Nepal’s new government: Lessons for Bangladesh

block

NEPAL’S parliament elected Sushil Koirala – a center left social democrat as its new prime minister after a last-minute power-sharing deal on Monday, report Reuters and BBC. This deal eventually ended a deadlock that had lasted since an election under a caretaker government which was in-charge of the Himalayan country for last eleven months.
Koirala, the head of the centrist Nepali Congress party, was elected with support from the communist UML party, which holds the second largest number of seats in parliament. Nepal has been running under an interim Constitution since the 2008 abolition of a centuries-old monarchy.
Koirala replaces Khil Raj Regmi, the Supreme Court Chief Justice who has headed the caretaker government since March last year. The new Prime Minister has the job of overseeing the preparation of a new Constitution now, which is one of the conditions of a 2006 peace deal that ended the decade-long Maoist war.
There are many similarities and yet paradoxes run parallel between Bangladesh and Nepal that demand serious consideration from our side. Nepal, sandwiched between India and China, has been inundated by conflict, instability and intractable political schism for years.

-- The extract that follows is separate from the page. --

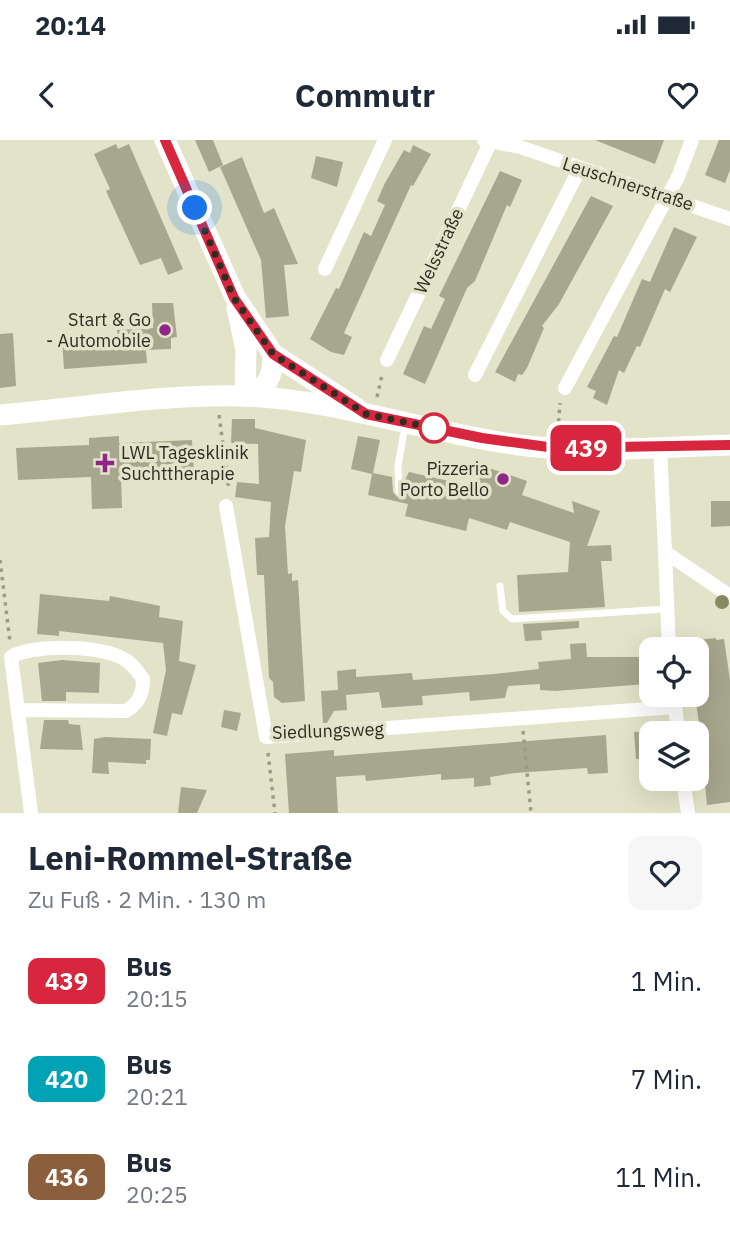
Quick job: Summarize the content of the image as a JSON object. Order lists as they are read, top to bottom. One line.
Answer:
{"streets":{"street":["Leuschnerstraße","Welsstraße","Siedlungsweg"]},"crossings":[["Leuschnerstraße","Welsstraße"]],"places":{"other":["Start & Go - Automobile","Pizzeria Porto Bello"],"health":["LWL Tagesklinik Suchttherapie"]},"lines":["bus line 439"],"page":{"status":"20:14","header":"Commutr","on_map":"439","heading":["Leni-Rommel-Straße","Zu Fuß · 2 Min. · 130 m"],"list":[{"mark":"439","name":"Bus","note":"20:15","value":"1 Min."},{"mark":"420","name":"Bus","note":"20:21","value":"7 Min."},{"mark":"436","name":"Bus","note":"20:25","value":"11 Min."}]}}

Her two giant neighbours trying to woo the underdeveloped and destabilized country as a geo-political ally, fear prolonged turmoil could turn it into a haven for international criminal gangs, militants and traffickers. But, the recent success to reach a consensus mediated by a caretaker government is quite remarkable. Nepal has adopted and sustained the caretaker-government system at the same time when one of her next door neighbour -Bangladesh has divorced it.
But, Nepal is not in the league alone to espouse this reconciliatory interim solution lately. New York Times reported that Tunisia has adopted a Constitution under the supervision of a caretaker government on January 26. It praised the Tunisian deal as “Tunisia’s Remarkable Achievement”. The nation’s adoption of Constitution garnered unprecedented support from the ruling Islamists and opposition leftists alike after a political deadlock of months spurred by the assassination of a politician. But the technocrat caretaker government ushered this extraordinary transition. Maldives and Pakistan are two more recent examples of success story led by the caretaker government.
Here comes the critical question for us as a nation. If trouble and schism trodden nascent democracies like Nepal or Tunisia can solve their problem with the help of a caretaker government why can’t we? What essential barricade is precluding Bangladesh to get over its political uncertainty and non-functioning democracy when military-democracy of Pakistan can do it with a caretaker administration? We ask our ruling party to learn from those countries and if not, history will hold it certainly responsible for holding the nation hostage. Because history speaks for itself, it is the lesson of history.